She rushed from the room, sidearm drawn, the entire security staff on her heels.
CHAPTER TWENTY-FIVE
“Act casual,” Calix said to Lawrence Nnebron.
The man acted anything but. Fidgeting, staring at the two guards for long seconds, not looking away when they returned the stare. He’d taken Irida’s arrest worse than most, and was itching to get some payback. Not that he knew the true reason for her arrest, but this wasn’t the time or place to get into that. Calix grabbed his upper arm gently but with enough force to turn him away from the hallway entrance.
“Our goal is what’s inside,” he said.
“It’s not right what they did,” Nnebron muttered. His eyes were downcast though. He recognized his own pettiness, and that was a start.
“I agree,” Calix said, “but we don’t need to draw attention to ourselves. We’ll do so in ways that matter.”
Nnebron kicked at an invisible pebble, scuffing the floor.

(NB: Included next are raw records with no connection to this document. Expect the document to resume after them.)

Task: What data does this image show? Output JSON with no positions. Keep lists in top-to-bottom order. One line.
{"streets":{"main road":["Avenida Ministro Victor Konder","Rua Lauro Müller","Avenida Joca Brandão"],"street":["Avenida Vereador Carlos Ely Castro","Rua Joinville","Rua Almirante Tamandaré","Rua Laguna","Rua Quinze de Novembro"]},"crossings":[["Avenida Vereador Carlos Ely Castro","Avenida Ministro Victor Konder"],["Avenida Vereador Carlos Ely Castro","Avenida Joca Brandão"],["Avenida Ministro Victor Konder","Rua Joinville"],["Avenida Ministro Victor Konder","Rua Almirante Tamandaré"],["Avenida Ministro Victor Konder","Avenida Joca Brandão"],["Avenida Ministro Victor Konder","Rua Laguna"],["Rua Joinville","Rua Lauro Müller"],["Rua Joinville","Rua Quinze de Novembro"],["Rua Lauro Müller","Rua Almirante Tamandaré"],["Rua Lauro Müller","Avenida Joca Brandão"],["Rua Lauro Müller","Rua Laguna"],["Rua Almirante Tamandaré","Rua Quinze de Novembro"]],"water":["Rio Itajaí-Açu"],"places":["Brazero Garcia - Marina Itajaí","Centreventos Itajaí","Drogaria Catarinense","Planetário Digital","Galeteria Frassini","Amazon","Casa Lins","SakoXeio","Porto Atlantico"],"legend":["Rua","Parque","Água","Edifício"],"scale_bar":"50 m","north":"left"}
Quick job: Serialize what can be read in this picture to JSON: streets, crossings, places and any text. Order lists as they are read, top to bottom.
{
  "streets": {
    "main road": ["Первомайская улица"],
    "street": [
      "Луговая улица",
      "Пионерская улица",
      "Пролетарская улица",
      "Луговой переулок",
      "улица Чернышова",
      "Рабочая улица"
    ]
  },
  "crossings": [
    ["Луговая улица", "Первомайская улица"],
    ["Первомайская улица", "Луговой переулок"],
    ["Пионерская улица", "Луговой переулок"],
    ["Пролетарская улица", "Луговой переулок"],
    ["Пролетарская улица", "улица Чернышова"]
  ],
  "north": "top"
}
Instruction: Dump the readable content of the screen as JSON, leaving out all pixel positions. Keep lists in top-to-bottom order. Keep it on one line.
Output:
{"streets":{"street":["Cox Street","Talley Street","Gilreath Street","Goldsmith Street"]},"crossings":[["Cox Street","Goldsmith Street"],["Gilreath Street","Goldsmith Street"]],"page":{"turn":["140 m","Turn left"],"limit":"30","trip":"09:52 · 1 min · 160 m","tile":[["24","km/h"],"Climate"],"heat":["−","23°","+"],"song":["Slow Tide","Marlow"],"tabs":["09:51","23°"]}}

Calix glanced at the others around him. Just a bunch of friends, enjoying a few minutes of R&R before they went back to the repair work. Only Nnebron had fallen out of character, and perhaps that wasn’t so bad, Calix thought. It gave him something to talk about with the two guards.
“The rest of you stay here, I’ll be back.” Before any of them could question him, Calix walked calmly over to the pair. He put on his best turian smile. “How are things, officers?”
“What’s the matter with your friend?” one of them asked, jerking his chin toward Nnebron. The stained uniform identified him as White. An older human, squat and powerfully built, with a rather awful-looking pencil mustache incongruously framed by bushy eyebrows and overgrown sideburns.
“Yeah,” the other guard said. “He doesn’t seem too happy with us.” Another human, her height and thin clean face an almost comical contrast to White. Her uniform read Blair.
“Don’t mind him,” Calix replied. “One of his friends was arrested, and he’s still a little sore about it. I just wanted to apologize if his, er, attitude bothered you.”
“If we bother him,” White said, “maybe you should take your group elsewhere.”
“We’ll be getting back to work in a few minutes, don’t worry. In the meantime, you both look like you’re at the far end of a long shift. Need anything? Food, water?”
Blair turned her focus to him, now. Her eyes were sharp, narrowed. “Rations have already been distributed for the week. If you’re suggesting that you can acquire—”
“No, no.” Calix held up his hands, palms out. “I saved a bit is all, and I’m happy to share.” He pulled a water bottle from his jacket and waved it in front of her. The clear fluid sloshed.
“I’m good, thanks.”
White sized him up as well. “Why don’t you rejoin your friends, sir. We’re on duty here.”
“Of course,” he said. “Sorry to have troubled you.”
Calix took one last glance at the bulkhead door behind the pair. Imprinted on the frame, in tiny lettering, a maintenance identifier had been stenciled. He walked back to his team. Nnebron eyed him with curiosity, and perhaps a little bit of suspicion.
“Why are you offering water to those assholes?”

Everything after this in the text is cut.